O lugar era bonito, ela ficou bem instalada.
Dessa vez, para mim é que foi muito penoso. Eu comecei a sentir, principalmente à noite, muita angústia e sofria por ela estar lá, pela sua situação.
Foi a primeira vez que senti essa angústia; depois infelizmente essa dor voltou muitas outras vezes em minha vida.

Nessas alturas, a minha irmã Marli já tinha dois filhinhos; meu cunhado foi transferido para São Paulo, compraram um apartamento num bairro distante e lá se foram.
Ela passava seus apuros na vida conjugal, mas também não se abria com a família.

Meus irmãos já estavam crescidos.
O irmão caçula tinha uns onze anos, era gordinho, pele clara, bonito, risonho, soltava pipas, andava de bicicleta. Era muito apegado à minha mãe; até bem grandinho às vezes ainda ia dormir com ela na cama de casal.
O Alcindo Junior já estava com uns quinze anos, era um menino magro, alto como meu pai; ainda tinha crises de bronquite e usava uma “bombinha” para facilitar a respiração. Ele adorava colecionar selos, tampinhas, maços de cigarros vazios, figurinhas, tudo. Era muito ordeiro e inteligente.

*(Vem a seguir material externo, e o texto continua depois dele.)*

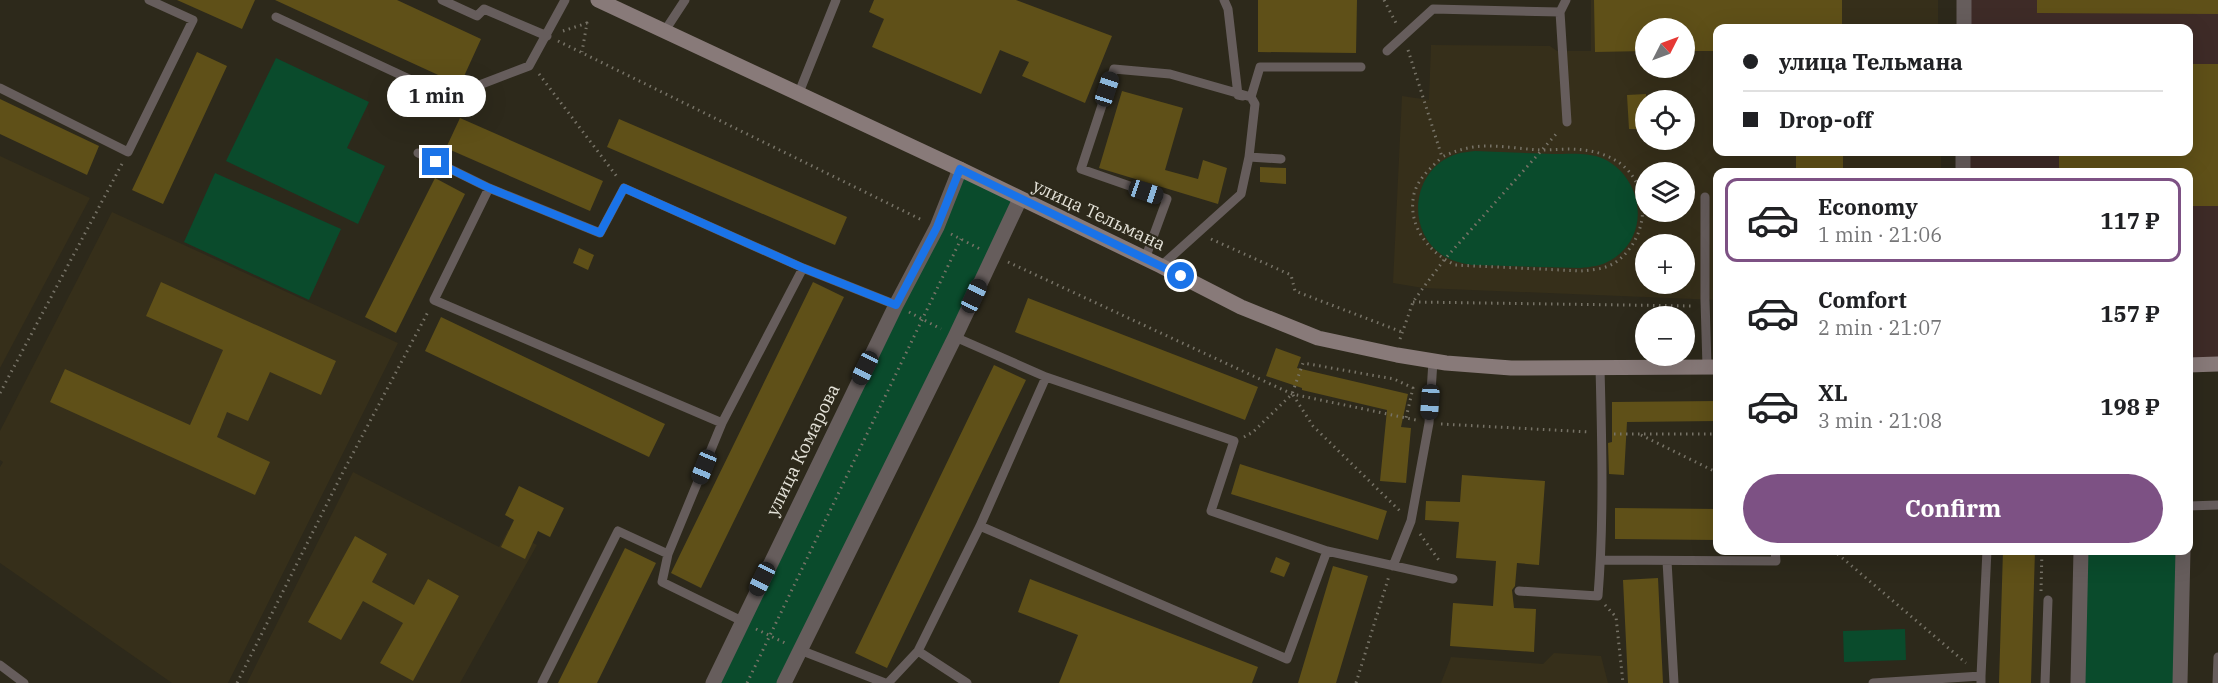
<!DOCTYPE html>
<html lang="en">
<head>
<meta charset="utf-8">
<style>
  body { margin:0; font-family:"IBM Plex Serif",serif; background:#f6f6f6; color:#202124; height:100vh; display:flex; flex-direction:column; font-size:22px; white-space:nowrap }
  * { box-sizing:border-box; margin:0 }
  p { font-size:20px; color:#757577 }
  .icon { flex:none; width:33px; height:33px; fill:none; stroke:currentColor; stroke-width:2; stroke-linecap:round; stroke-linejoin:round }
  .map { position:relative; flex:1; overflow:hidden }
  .sheet { position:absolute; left:1713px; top:168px; width:480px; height:387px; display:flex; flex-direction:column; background:#fff; border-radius:12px; box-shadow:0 6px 24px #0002 }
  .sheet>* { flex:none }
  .hud { position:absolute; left:1713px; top:24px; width:480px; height:132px; border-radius:12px; box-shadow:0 6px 24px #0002; display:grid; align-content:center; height:132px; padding:0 30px; background:#fff }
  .needle { width:39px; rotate:48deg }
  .tools { position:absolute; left:1635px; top:18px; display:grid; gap:12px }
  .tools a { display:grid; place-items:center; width:60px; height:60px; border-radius:50%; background:#fff; box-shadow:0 6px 24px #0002; font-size:30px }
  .end { position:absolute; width:27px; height:27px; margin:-14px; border:8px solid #1a73e8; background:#fff; box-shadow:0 0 0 3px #fff }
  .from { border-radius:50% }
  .bubble { position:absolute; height:42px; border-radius:21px; background:#fff; box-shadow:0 6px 24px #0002; font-size:20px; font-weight:800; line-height:42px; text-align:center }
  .car { position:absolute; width:18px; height:36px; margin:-18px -9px; border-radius:8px; box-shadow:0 0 4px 2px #0007; background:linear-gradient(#222 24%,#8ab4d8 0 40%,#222 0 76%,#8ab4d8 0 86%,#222 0) }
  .hud b { display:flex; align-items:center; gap:21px; height:57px; font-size:22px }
  .hud b+b { border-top:2px solid #e0e0e0 }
  .hud i { width:15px; height:15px; background:#202124 }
  ul { padding:10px 0 0; list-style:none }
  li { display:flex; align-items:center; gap:18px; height:84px; margin:0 12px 9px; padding:0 18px; border:3px solid transparent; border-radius:12px }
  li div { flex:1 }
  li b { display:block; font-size:22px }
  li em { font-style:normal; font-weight:800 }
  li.active { border-color:#7d5184 }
  li>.icon { width:54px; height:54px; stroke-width:1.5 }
  .button { display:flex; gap:12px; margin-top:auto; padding:12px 30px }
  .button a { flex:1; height:69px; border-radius:36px; background:#7d5184; color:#fff; font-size:24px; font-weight:800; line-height:69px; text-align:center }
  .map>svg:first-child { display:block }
  .commercial { fill:#3e2b27 }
  .built { fill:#362f1a; fill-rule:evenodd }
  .green { fill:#0a4b2c }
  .building { fill:#5f5018 }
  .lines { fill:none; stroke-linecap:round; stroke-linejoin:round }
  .path { stroke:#777367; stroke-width:3; stroke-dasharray:1.5 4.5; stroke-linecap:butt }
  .lane { stroke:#665d5c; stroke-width:9 }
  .street { stroke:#665d5c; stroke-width:15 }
  .secondary { stroke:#887a79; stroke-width:15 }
  .route { stroke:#1a73e8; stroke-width:8 }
  .labels { text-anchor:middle; stroke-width:4.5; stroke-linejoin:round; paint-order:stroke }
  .street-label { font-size:18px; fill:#e4e2d8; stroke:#2d291b }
</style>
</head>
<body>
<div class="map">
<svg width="2218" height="683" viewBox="0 0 2218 683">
  <rect width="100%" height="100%" fill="#2d291b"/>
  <path class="commercial" d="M 1964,0 L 2218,0 L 2218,364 L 2189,365 L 2188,172 L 1963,172 L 1963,152 L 2188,152 L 2188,28 L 1964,28 Z"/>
  <path class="built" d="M 1591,0 L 1938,0 L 1938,28 L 1718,28 L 1718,152 L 1941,152 L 1941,172 L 1718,172 L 1717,300 L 1423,288 L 1393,283 L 1402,96 L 1429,100 L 1431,45 L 1550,46 L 1557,51 L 1591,51 ZM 1646,28 L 1684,28 L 1684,68 L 1646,68 ZM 1646,100 L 1684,100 L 1684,140 L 1646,140 ZM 1646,172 L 1684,172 L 1684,212 L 1646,212 ZM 1646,244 L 1684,244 L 1684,284 L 1646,284 Z
    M 0,156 L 90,198 L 0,368 Z
    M 112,212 L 398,343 L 228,683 L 172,683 L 0,563 L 0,467 L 3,462 L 0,460 L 0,431 Z
    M 353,472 L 499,547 L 508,530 L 537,545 L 460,683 L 247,683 Z
    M 1554,653 L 1601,656 L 1608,683 L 1441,683 L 1451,657 L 1543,664 Z"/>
  <path class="green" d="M 276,58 L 369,102 L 347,148 L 385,166 L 358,224 L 226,161 Z
    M 1475,151 C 1501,152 1527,153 1554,154 C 1569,154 1589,152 1604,159 C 1643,178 1652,236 1611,260 C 1601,266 1591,267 1580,268 L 1472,265 C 1461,263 1451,261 1442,255 C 1404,229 1413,167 1457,154 C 1462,152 1469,152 1475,151 Z
    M 960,169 L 1020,199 L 784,683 L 713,683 Z
    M 215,173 L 341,229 L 309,300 L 184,242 Z
    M 2081,551 L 2183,551 L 2180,683 L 2078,683 Z
    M 1905,629 L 1906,660 L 1844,662 L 1843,631 Z"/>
  <path class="building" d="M 177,0 L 255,0 L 242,29 Z
    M 275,0 L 397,0 L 481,39 L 460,85 Z
    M 874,0 L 1016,0 L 1112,36 L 1085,103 L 1022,76 L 1029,62 L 1000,50 L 981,94 L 872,47 L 884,19 L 869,12 Z
    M 1258,0 L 1357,0 L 1356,53 L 1258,52 Z
    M 1594,0 L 1842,0 L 1842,28 L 1718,28 L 1718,51 L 1684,51 L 1684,28 L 1646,28 L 1646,51 L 1595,52 Z
    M 2037,0 L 2218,0 L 2218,14 L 2037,13 Z
    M 197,52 L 227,66 L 163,204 L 132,190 Z
    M 2188,64 L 2218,64 L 2218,206 L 2188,206 L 2188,172 L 2059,172 L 2059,152 L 2188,152 Z
    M 1122,91 L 1183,108 L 1165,170 L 1198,179 L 1203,160 L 1227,168 L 1218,204 L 1099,168 Z
    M 1646,94 L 1646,129 L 1629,129 L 1627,95 Z
    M 0,99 L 99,146 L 87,175 L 0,134 Z
    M 460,118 L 603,181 L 590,211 L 446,148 Z
    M 619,119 L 847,217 L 835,245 L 607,147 Z
    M 1796,152 L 1843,152 L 1843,172 L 1796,172 Z
    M 1260,167 L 1286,168 L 1286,184 L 1260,182 Z
    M 435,178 L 465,194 L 396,333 L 365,317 Z
    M 579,248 L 594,255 L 588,270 L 573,263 Z
    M 161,282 L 336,361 L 321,395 L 270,372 L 248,421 L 227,412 L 217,437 L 270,462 L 255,495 L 50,402 L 65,369 L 190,425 L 223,350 L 146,316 Z
    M 813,282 L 844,297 L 701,588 L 671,573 Z
    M 1028,298 L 1258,387 L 1245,420 L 1015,332 Z
    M 441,317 L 665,424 L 649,457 L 425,351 Z
    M 1276,348 L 1301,357 L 1297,368 L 1408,394 L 1401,427 L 1411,428 L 1406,483 L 1380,481 L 1387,410 L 1302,390 L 1302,388 L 1266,376 Z
    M 994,365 L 1026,380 L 887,668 L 855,653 Z
    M 1718,401 L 1718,421 L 1627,422 L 1624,475 L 1609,474 L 1608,443 L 1612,442 L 1612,402 Z
    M 1240,464 L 1387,511 L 1378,540 L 1231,494 Z
    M 1462,475 L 1545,481 L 1539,565 L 1517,563 L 1515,586 L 1512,590 L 1514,608 L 1536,609 L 1534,652 L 1450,646 L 1453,603 L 1493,606 L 1496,561 L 1456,558 L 1459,522 L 1425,520 L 1426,501 L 1460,502 Z
    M 519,486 L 564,508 L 550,537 L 538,531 L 525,559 L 501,547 L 514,520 L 505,515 Z
    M 1615,508 L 1718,509 L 1718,540 L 1615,539 Z
    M 355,536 L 387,554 L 372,582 L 414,605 L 428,579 L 459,596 L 413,681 L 380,663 L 403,623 L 363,601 L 341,640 L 308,622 Z
    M 625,548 L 656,563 L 597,683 L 558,683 Z
    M 2003,550 L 2035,550 L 2031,683 L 1999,683 Z
    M 1276,557 L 1290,563 L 1284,577 L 1270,572 Z
    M 1333,566 L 1368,576 L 1336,683 L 1298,683 Z
    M 1658,578 L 1663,683 L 1628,683 L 1623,580 Z
    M 1030,579 L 1258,667 L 1252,683 L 1059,683 L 1078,635 L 1018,612 Z"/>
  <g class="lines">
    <path class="path" d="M 1384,0 L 1397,25
      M 563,31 L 587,23 L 582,52
      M 558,41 L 924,221
      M 1408,50 L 1442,157 C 1452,152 1462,149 1473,147 C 1495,144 1519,149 1541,150 C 1555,150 1569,148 1583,150 C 1596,151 1610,156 1621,164 C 1653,189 1648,239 1616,262 C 1606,269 1592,270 1581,271 L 1455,265 C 1428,252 1407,225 1414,194 C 1418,178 1432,167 1442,157
      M 539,74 L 618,178
      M 951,234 L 980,249
      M 1211,239 L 1291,275 L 1295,291 L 1402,332
      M 1008,262 L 1292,394 L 1416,420
      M 1413,302 L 1693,306
      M 909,312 L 941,329
      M 1400,339 L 1413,302 L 1423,288 L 1444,260 L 1558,132
      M 0,393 L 123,162
      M 1293,395 L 1313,426 L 1400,511
      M 1441,424 L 1590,432
      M 1614,434 L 1718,434
      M 1641,435 L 1718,473
      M 1244,437 L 1253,432 L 1292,394 L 1303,363 L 1394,379 L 1413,388 L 1406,418
      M 1420,534 L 1441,563
      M 1833,550 L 1966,663
      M 2041,591 L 2042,550
      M 1605,605 L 1616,617 L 1623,683
      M 756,629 L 785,643
      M 237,683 L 342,474 L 429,310
      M 747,683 L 961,239
      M 1356,683 L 1389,576"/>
    <path class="lane" d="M 442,0 L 477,16 L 484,9 L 547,36
      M 1224,0 L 1228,9 L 1238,95 L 1243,96
      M 1560,12 L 1567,122
      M 276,17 L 448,97 L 529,66 L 565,0
      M 664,32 L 685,0
      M 1387,51 L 1433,9 L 1560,12 L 1566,0
      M 0,88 L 128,152 L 193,20 L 149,0
      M 798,95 L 836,0
      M 418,153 L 489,188 L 600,233 L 624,188 L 803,268
      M 1249,157 L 1281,159
      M 489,188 L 434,300 L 722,423
      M 1705,197 L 1705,300 L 1707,367
      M 1145,259 L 1167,199 L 1081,169 L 1114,69 L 1170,74 L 1251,97
      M 1161,266 L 1241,194 L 1249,157 L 1255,104 L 1251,97 L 1260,67 L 1361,67
      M 955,337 L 1046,377 L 1234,441 L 1211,511 L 1327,551 L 1453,579
      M 2188,506 L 2218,505
      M 980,526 L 1287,659 L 1327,551
      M 668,554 L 662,582 L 742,621
      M 1601,560 L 1776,561 L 1775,550
      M 1667,561 L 1674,683
      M 1393,566 L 1411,521 L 1429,423 L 1433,361
      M 1519,591 L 1598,596 C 1604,521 1602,444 1600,368
      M 800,650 L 885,683
      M 918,651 L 967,683
      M 0,665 L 24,683
      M 1981,676 L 1987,550
      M 542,683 L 618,531 L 668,554 L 722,423 L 803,268 L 896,305
      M 888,683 L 918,651 L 980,526 L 1046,377
      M 1873,683 L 1981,676 L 1981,683
      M 2045,683 L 2048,600
      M 2217,683 L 2218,657"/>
    <path class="street" d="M 1964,28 L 1964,0
      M 1963,152 L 1963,172
      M 713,683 L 896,305 L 937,227 L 960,169
      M 784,683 L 955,337 L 1020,199
      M 2078,683 L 2081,550
      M 2180,683 L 2183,550"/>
    <path class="secondary" d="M 598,0 L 960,169 L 1161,266 L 1241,307 L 1318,338 L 1397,355 L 1446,363 L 1511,368 L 1718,367
      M 2188,365 L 2218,364"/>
  </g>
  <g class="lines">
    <path class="route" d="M 436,162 L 489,188 L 600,233 L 624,188 L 803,268 L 896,305 L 937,227 L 960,169 L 1181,276"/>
  </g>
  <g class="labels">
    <g class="street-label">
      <text transform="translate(1099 215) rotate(25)" y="6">улица Тельмана</text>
      <text transform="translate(803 450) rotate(-64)" y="6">улица Комарова</text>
    </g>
  </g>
</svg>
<div class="tools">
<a><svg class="needle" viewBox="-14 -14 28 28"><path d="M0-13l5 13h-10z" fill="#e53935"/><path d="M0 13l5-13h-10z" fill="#757577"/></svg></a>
<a><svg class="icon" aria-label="locate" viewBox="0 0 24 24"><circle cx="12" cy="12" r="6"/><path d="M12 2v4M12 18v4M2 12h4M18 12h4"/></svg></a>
<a><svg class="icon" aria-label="layers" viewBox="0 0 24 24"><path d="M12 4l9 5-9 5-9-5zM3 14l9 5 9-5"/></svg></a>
<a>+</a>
<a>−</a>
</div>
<i class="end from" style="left:1181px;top:276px"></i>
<i class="end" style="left:436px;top:162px"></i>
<div class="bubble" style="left:387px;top:75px;width:99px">1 min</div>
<i class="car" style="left:1107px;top:89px;rotate:18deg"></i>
<i class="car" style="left:1146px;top:192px;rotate:109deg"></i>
<i class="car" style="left:974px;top:296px;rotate:25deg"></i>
<i class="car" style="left:865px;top:368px;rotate:206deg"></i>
<i class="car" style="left:1430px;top:402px;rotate:184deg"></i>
<i class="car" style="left:704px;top:467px;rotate:202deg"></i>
<i class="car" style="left:762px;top:579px;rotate:206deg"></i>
<div class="hud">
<b><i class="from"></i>улица Тельмана</b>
<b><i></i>Drop-off</b>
</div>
<section class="sheet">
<ul>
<li class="active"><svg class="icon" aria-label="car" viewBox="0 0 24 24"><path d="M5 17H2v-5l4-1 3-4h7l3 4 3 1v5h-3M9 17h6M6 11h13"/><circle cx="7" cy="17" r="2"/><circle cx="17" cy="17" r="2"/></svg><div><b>Economy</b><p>1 min · 21:06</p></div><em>117 ₽</em></li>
<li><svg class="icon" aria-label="car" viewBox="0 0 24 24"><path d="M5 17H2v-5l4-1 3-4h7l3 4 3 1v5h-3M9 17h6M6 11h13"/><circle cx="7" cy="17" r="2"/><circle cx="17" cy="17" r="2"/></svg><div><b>Comfort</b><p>2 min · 21:07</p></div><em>157 ₽</em></li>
<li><svg class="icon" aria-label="car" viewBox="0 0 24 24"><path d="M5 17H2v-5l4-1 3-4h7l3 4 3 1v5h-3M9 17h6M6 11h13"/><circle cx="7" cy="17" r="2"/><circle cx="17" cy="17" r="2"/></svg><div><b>XL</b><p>3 min · 21:08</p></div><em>198 ₽</em></li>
</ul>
<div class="button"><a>Confirm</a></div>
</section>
</div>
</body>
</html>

Eu namorava no terracinho; essa casa não tinha nenhuma escadinha...
O Mauro era fogoso, começamos a ter intimidades.
Naquele tempo não havia motéis, saíamos para passear de carro; eu tinha medo de ficar grávida, ainda não tomava pílula.
Brigávamos de vez em quando, quando ele bebia em bailes ou no carnaval; mas habitualmente ele não bebia e era muito trabalhador.

Então eu decidi que era hora de casar: ele alugou uma casinha na mesma rua do posto de gasolina.
Era uma casinha geminada, comprida e estreita. Tinha um jardinzinho, a famosa escadinha de três degraus encerados, o terracinho, a sala, a copa-cozinha, corredor, banheiro, dois quartos. Havia um pequeno quintal cujo acesso era por um corredorzinho que saía da cozinha.

Engraçado como eu me sentia como que “empurrada” pelo destino.
Parece que eu tinha que casar com aquele rapaz de qualquer maneira e então era melhor aceitar as condições que ele tinha para me oferecer.

Um dia apareceu no posto de gasolina um rapaz com um caminhão carregado de móveis; ele contou que tinha desmanchado seu noivado e que estava vendendo aqueles móveis, sem uso. Estava barato, era pegar ou largar porque ele estava de passagem e já ia embora. O Mauro comprou tudo sem me consultar, pois não ia dar tempo. Era um jogo de quarto, com cama de casal, guarda roupas, penteadeira; um jogo de sofá com duas poltronas, um fogão, uma mesa de fórmica com quatro cadeiras e um pequeno bufê.

Essa foi a mobília da nossa casinha: tudo muito simples, mas ideal para nós que estávamos começando a vida.
Casamos no dia 15 de fevereiro de 1970, num sábado, as onze da manhã, na Igreja de Santa Cruz.
O vestido eu comprei pronto numa loja de noivas; alugamos um salão e fizemos um churrasco para os parentes e amigos mais chegados.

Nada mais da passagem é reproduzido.